**Problem requirements**.
If a line of the entries below includes the word "display", it counts; state the total and nothing further.

──────────────────────────────

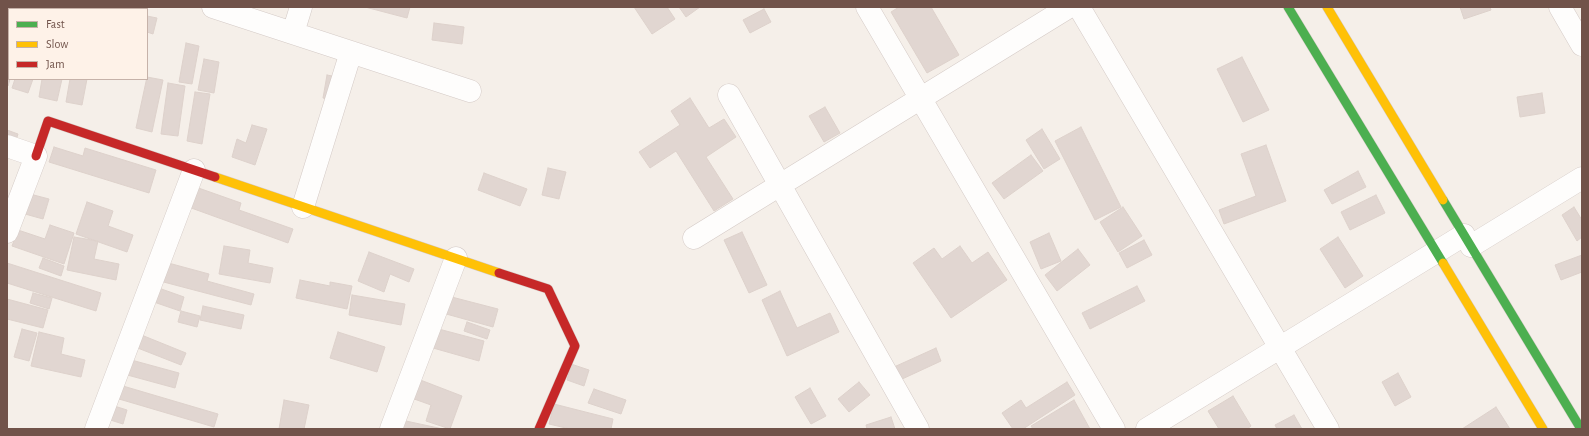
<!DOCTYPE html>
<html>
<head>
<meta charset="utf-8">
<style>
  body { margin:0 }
  #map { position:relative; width:1589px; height:436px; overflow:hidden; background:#f5efe9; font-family:"Alegreya Sans",sans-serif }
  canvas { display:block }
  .frame { position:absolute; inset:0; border:8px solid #71534a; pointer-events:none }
  .legend { position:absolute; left:8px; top:8px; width:140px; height:72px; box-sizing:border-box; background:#fef2e8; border:1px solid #c6b2a9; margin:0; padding:5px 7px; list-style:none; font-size:12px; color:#71534a }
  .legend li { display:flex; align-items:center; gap:8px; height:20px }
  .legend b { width:20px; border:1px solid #c6b2a9 }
</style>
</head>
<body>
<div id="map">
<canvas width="1589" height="436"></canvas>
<div class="frame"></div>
<ul class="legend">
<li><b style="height:5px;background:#4caf50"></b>Fast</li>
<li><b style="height:5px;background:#ffc107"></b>Slow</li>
<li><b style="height:5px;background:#c62828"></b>Jam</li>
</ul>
</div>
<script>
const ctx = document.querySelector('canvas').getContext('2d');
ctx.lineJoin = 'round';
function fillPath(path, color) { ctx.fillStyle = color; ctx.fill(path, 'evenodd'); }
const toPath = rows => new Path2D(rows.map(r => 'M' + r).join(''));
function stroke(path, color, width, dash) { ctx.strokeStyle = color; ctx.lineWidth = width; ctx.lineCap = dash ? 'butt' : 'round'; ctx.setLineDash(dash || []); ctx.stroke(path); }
const building = toPath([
  [12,7,30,7,30,9,12,9,12,7],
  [42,7,59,7,59,9,41,9,42,7],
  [365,7,410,7,407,18,365,7],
  [634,7,667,7,675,19,652,34,634,7],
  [679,7,700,7,686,17,679,7],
  [899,7,931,7,959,55,927,73,891,12,899,7],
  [1460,7,1490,7,1491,10,1464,19,1460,7],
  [764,9,771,22,750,33,743,20,764,9],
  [147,16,157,18,153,34,147,32,147,16],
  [434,23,464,27,462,44,432,40,434,23],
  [186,43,199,46,192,84,179,82,186,43],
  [7,49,9,50,10,79,8,86,7,49],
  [1242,57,1269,110,1243,122,1217,69,1242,57],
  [204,59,219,62,214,93,198,90,204,59],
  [327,75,342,78,337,101,323,98,327,75],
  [147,77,163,80,152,132,136,128,147,77],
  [15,79,33,79,28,93,12,88,15,79],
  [42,79,62,79,57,101,39,97,42,79],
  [70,79,87,79,82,105,66,102,70,79],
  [168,83,185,86,178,136,161,134,168,83],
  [195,92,210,94,202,144,187,141,195,92],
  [1542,93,1545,113,1520,117,1517,97,1542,93],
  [690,98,709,128,724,119,736,137,706,157,733,199,714,211,676,151,650,168,639,152,680,125,671,111,690,98],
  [825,107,840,133,824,142,809,116,825,107],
  [252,125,267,129,255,165,232,157,237,139,246,143,252,125],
  [1081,127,1121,207,1095,220,1055,141,1081,127],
  [1042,129,1060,159,1044,169,1026,140,1042,129],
  [7,130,18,134,12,153,7,151,7,130],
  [1266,145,1286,201,1224,224,1219,210,1256,196,1241,154,1266,145],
  [54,147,83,156,85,148,156,170,149,193,49,162,54,147],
  [1031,155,1043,171,1004,199,992,183,1031,155],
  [548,168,566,172,559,199,542,195,548,168],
  [1358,171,1366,187,1332,204,1324,190,1358,171],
  [484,173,527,189,520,206,478,190,484,173],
  [190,185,241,203,239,210,293,229,288,243,183,205,190,185],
  [30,194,49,199,43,219,25,214,30,194],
  [1376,195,1385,213,1350,230,1341,212,1376,195],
  [87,202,113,211,108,226,133,235,127,252,76,234,87,202],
  [1123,207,1142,236,1118,252,1100,222,1123,207],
  [1574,207,1582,220,1582,237,1577,241,1562,215,1574,207],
  [50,225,74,233,64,264,12,246,18,230,45,239,50,225],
  [742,232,767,285,749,293,724,240,742,232],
  [1049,233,1061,261,1041,269,1030,242,1049,233],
  [74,237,98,241,94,259,119,264,116,280,67,270,74,237],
  [1338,237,1363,276,1345,288,1320,249,1338,237],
  [1144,240,1152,255,1127,268,1119,253,1144,240],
  [224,246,250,250,248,263,273,268,270,283,219,274,224,246],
  [960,246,972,263,988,252,1007,280,951,318,913,263,934,248,942,259,960,246],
  [1078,249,1090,265,1057,291,1045,275,1078,249],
  [369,252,414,269,409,282,390,274,384,292,358,281,369,252],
  [1582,255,1582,272,1561,280,1555,265,1582,255],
  [43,258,64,266,61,276,39,268,43,258],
  [161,261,209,274,207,281,254,294,251,305,156,280,161,261],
  [7,263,101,293,96,311,7,283,7,263],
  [300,280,330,286,330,282,352,286,347,309,296,298,300,280],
  [153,286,184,297,180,311,148,300,153,286],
  [1137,286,1145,301,1090,329,1082,313,1137,286],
  [780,291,797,328,830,313,839,332,787,356,762,300,780,291],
  [33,293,52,298,49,309,30,303,33,293],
  [352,295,405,304,401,325,349,315,352,295],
  [444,295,498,309,493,327,439,312,444,295],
  [7,299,48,310,43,328,7,319,7,299],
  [203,306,244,315,241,329,200,320,203,306],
  [181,311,200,316,197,327,178,322,181,311],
  [467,322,490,330,487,339,464,331,467,322],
  [431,327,484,341,479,361,426,346,431,327],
  [22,329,37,333,29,361,14,357,22,329],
  [39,332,64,338,61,354,85,360,81,377,31,366,39,332],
  [134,332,186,353,181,365,130,345,134,332],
  [338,332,385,347,377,372,330,358,338,332],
  [936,348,941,361,900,380,894,367,936,348],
  [124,358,179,373,175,388,120,373,124,358],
  [571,364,589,370,584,386,567,380,571,364],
  [1398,373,1411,397,1395,406,1382,382,1398,373],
  [410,376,462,396,450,429,426,421,431,405,403,395,410,376],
  [859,382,870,395,849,412,838,399,859,382],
  [1067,382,1075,395,1023,429,1013,429,1002,413,1021,400,1026,408,1067,382],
  [123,386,218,414,214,427,119,399,123,386],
  [810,388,826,416,811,424,795,397,810,388],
  [594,389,626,400,621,414,588,403,594,389],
  [1233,396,1251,426,1247,429,1219,429,1208,411,1233,396],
  [284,400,309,405,304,429,279,429,284,400],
  [1074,400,1090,429,1033,429,1031,426,1074,400],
  [108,404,127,410,123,424,104,418,108,404],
  [554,404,613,419,611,429,570,429,549,424,554,404],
  [1496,407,1510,429,1462,429,1496,407],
  [1294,415,1302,429,1277,429,1275,425,1294,415],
  [891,417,895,429,867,429,866,425,891,417],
  [392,418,443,429,390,429,392,418]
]);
const street = toPath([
  [213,7,470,91],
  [867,7,1114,429],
  [1079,7,1328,429],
  [1560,7,1582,45],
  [293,33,301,7],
  [729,95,918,429],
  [7,146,36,156,7,232],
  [303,207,351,52],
  [694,238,1069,7],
  [1471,246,1582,178],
  [96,429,194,170],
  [391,429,456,258],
  [1147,429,1464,235]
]);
const fast = toPath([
  [1288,7,1443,263],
  [1443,200,1581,429]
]);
const slow = toPath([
  [1327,7,1443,200],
  [215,177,499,273],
  [1443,263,1543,429]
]);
const jam = toPath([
  [36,156,48,121,215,177],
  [499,273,548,289,575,346,539,429]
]);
fillPath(building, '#e1d6d1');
stroke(building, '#ddd1cb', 1);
stroke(street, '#d4cac6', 23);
stroke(fast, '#d4cac5', 10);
stroke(slow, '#d4cac5', 10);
stroke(jam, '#d4cac5', 10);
stroke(street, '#fefdfc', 22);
stroke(fast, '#4caf50', 9);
stroke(slow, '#ffc107', 9);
stroke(jam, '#c62828', 9);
</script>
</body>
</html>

──────────────────────────────

**Written solution**.
2